Of course, there's also the argument that the Greens ought to oppose, inside and outside the Bundestag, imperialist military ventures regardless of the electoral implications.
Party of Democratic Socialism
A growing number of former Greens members and supporters are gravitating to the Party of Democratic Socialism (PDS), the successor to the ruling East German Socialist Unity Party. The PDS is the only party with parliamentary representation that unequivocally opposes the "war on terrorism" and any German contribution to it.
An article in the October 22 FAZ noted that the PDS has grown steadily stronger "because it has not restricted its work solely to a parliamentary role. Instead, it is capable of mobilising resistance, protest and mistrust against the system as a whole".
At the October 21 Berlin state election, the PDS won 22.6% of the vote, only slightly less than the CDU (23.7%) and not far short of the SPD vote (29.7%). The PDS vote has trebled in Berlin since 1990. The party still relies heavily on eastern Germany for its support, but recently it has won greater support in western Germany. More importantly, the PDS is attracting a new, young layer of members and voters. Nearly one-third of the first-time voters in the Berlin election voted for the PDS.

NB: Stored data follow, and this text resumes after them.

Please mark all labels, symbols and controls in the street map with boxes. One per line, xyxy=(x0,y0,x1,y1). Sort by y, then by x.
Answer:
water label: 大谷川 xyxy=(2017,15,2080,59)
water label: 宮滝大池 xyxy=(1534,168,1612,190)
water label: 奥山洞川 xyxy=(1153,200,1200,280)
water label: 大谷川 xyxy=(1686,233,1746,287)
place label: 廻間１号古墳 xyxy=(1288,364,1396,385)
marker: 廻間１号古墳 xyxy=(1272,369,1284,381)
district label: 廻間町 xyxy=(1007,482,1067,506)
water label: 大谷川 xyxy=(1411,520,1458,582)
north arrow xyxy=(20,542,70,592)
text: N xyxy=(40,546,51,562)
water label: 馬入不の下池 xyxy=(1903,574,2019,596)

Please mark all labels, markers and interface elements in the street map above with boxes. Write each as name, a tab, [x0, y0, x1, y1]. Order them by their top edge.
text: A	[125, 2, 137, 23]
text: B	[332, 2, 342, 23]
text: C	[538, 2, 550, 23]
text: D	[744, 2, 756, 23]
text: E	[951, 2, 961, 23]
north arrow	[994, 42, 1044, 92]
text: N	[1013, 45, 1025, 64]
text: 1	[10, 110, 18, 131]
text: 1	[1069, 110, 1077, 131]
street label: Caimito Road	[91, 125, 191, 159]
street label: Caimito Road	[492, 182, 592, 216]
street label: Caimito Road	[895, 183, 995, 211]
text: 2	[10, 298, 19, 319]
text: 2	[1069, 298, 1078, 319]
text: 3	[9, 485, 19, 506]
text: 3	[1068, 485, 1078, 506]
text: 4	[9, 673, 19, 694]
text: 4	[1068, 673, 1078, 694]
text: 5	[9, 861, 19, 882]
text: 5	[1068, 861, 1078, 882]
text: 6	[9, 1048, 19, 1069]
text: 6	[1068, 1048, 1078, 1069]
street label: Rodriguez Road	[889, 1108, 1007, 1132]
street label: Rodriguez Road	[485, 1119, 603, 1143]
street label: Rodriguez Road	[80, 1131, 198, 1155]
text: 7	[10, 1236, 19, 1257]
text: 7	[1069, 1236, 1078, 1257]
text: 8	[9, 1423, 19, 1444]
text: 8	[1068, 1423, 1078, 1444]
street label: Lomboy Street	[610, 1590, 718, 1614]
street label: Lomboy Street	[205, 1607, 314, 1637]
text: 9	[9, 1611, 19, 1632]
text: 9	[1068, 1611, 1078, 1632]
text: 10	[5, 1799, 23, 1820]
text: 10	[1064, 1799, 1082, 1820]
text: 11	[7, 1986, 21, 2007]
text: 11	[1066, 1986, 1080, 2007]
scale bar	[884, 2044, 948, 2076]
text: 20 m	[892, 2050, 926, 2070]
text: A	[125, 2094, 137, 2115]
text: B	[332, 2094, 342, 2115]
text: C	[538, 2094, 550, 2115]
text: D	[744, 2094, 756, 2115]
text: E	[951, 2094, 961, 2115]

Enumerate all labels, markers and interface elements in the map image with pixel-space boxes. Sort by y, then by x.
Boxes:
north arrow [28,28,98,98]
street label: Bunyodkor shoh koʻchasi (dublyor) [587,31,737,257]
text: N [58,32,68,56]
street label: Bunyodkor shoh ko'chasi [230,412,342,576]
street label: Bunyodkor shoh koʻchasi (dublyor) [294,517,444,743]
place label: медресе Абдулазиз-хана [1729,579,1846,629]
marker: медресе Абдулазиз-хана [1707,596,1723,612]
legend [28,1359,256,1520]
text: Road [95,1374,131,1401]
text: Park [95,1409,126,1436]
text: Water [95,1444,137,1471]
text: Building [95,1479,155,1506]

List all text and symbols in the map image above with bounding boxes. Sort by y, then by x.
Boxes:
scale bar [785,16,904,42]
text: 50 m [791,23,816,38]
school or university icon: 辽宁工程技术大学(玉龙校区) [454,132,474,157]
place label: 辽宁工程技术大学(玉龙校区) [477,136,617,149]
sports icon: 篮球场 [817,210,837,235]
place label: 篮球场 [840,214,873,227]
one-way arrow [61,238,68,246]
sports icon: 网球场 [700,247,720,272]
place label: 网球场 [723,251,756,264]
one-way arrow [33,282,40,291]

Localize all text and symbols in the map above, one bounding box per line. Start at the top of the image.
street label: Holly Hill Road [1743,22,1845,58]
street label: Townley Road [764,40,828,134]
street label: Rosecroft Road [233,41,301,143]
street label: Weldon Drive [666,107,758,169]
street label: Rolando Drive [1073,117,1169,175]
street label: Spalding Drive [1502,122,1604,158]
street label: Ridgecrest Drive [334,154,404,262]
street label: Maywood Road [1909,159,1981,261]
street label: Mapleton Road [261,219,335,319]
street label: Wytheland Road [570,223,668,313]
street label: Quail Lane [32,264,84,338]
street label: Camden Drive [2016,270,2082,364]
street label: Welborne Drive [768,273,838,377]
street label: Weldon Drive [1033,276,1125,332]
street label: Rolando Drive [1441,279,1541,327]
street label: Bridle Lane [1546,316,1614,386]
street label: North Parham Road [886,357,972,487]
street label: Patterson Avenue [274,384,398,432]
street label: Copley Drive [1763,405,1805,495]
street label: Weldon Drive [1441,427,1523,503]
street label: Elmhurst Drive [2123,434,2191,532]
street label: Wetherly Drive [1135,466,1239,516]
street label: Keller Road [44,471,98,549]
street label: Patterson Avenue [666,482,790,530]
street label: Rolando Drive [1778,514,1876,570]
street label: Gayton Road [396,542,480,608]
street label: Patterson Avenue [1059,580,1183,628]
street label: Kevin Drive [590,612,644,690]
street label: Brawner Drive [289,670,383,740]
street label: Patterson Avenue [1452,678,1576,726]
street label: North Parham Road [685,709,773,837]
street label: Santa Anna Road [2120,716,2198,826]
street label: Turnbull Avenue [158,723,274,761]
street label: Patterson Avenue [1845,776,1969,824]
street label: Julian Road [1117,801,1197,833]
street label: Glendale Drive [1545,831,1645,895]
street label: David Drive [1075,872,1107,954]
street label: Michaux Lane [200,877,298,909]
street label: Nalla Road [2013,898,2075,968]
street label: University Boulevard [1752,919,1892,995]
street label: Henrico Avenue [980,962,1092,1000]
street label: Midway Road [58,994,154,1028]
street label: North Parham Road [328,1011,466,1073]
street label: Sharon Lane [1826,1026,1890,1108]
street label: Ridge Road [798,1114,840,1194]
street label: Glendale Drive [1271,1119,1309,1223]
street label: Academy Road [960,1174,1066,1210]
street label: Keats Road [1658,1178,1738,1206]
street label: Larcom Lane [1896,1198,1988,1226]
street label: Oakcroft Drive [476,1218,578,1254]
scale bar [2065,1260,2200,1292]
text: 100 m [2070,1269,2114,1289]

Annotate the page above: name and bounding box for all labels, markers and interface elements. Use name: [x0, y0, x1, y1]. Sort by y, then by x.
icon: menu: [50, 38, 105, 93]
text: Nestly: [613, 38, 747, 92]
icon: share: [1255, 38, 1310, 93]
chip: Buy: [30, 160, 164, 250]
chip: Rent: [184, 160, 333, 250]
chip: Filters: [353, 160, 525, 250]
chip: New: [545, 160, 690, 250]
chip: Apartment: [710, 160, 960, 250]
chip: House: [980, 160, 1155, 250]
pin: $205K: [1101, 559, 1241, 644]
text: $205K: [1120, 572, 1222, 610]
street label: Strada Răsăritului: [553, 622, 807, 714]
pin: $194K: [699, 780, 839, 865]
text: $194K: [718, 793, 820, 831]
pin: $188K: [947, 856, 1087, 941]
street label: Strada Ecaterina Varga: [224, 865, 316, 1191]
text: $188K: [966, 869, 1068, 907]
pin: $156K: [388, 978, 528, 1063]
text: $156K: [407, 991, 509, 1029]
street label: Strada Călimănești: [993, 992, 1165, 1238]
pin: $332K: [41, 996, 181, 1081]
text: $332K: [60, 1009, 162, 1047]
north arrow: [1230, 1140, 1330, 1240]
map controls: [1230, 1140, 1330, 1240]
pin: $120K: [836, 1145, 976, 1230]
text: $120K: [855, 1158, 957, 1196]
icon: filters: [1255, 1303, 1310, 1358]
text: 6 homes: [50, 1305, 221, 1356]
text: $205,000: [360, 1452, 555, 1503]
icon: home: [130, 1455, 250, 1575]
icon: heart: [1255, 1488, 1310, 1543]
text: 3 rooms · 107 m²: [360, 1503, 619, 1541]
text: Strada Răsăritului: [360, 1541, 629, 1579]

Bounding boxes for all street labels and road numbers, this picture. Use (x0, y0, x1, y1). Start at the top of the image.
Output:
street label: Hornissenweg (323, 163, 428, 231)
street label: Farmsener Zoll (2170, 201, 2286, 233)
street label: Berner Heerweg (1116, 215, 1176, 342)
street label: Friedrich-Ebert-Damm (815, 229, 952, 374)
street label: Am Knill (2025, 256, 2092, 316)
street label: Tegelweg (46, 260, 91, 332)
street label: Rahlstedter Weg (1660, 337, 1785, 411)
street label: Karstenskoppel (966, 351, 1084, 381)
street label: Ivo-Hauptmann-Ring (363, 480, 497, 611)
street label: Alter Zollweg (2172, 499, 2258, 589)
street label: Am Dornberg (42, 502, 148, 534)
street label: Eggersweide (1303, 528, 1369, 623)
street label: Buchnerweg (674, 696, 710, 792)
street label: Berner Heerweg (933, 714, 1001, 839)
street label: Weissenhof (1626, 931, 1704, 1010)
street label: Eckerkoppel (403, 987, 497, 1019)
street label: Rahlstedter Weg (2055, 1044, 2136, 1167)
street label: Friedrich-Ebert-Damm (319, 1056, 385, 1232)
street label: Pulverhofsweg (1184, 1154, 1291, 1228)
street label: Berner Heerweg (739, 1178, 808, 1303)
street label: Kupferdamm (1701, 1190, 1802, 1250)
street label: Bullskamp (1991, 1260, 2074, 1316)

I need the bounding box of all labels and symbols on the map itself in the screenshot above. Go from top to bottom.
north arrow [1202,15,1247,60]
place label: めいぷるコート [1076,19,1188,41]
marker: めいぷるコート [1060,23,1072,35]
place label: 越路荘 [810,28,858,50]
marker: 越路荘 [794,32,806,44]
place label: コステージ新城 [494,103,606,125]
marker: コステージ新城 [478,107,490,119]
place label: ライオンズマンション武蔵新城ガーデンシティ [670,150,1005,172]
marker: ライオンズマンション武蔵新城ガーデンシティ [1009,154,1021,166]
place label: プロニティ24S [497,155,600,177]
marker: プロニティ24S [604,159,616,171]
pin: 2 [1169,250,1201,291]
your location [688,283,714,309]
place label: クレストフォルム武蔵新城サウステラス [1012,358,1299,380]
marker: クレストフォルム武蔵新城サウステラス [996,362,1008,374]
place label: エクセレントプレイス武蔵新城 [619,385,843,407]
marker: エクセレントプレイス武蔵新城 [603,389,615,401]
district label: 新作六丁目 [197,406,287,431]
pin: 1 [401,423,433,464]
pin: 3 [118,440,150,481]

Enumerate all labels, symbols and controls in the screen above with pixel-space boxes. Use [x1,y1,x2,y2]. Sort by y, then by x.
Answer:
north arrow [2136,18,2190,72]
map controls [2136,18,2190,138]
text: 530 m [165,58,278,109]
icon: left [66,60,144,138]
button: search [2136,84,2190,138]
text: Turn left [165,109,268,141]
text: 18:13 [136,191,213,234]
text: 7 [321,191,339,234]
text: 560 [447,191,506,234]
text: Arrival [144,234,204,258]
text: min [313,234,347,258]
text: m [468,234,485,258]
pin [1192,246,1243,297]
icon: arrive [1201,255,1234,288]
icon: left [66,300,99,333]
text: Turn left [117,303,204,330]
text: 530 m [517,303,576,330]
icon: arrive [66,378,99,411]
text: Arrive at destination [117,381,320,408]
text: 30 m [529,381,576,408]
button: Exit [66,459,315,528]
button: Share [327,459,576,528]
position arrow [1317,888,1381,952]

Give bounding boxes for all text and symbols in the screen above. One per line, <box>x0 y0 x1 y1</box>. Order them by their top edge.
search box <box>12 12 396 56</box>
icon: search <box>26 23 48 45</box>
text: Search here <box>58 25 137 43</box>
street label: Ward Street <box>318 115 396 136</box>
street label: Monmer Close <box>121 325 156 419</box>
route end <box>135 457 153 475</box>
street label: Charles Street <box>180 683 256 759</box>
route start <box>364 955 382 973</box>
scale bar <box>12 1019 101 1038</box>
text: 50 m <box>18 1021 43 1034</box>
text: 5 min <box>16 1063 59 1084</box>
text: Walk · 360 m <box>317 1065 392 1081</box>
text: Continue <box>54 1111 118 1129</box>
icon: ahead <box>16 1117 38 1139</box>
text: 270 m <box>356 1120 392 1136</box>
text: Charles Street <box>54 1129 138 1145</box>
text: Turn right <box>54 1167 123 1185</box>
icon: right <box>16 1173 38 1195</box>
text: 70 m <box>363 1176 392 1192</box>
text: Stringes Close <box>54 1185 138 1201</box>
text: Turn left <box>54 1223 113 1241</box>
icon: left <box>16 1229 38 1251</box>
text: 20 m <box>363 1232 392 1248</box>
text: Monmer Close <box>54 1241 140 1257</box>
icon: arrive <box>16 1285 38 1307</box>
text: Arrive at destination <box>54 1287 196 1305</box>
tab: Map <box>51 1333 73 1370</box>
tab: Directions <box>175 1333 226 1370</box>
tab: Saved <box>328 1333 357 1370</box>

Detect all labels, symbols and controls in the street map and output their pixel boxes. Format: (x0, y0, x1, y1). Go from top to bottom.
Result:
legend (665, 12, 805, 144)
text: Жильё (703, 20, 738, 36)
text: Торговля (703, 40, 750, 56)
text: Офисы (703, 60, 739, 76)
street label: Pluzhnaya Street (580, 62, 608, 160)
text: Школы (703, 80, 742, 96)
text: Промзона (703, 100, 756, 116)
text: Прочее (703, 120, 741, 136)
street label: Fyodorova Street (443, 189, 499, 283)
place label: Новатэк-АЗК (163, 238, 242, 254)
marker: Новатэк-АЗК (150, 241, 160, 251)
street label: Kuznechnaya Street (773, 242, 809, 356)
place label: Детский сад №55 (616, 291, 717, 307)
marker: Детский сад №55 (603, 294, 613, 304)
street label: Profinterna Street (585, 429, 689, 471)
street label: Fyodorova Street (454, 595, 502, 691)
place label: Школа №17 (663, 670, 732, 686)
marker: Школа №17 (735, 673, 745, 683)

The Greens lost votes in the Berlin election — the 17th consecutive state election at which the party has lost support since 1998.
Following the October 21 Berlin election, the SPD formed a coalition government in Berlin with the Greens and the FDP. Schroeder argued against an SPD-PDS coalition, citing the PDS's opposition to the "war on terrorism" as evidence that it had "not yet arrived" in the political mainstream.
One of Schroeder's concerns is that the PDS might, over time, become the most popular party in Berlin and that this could strengthen the party's position nationally as well. The PDS won 5.1% of the vote in the national election in 1998 and has 36 MPs. The party is expected to increase its vote at next year's federal election.
From Green Left Weekly, December 5, 2001.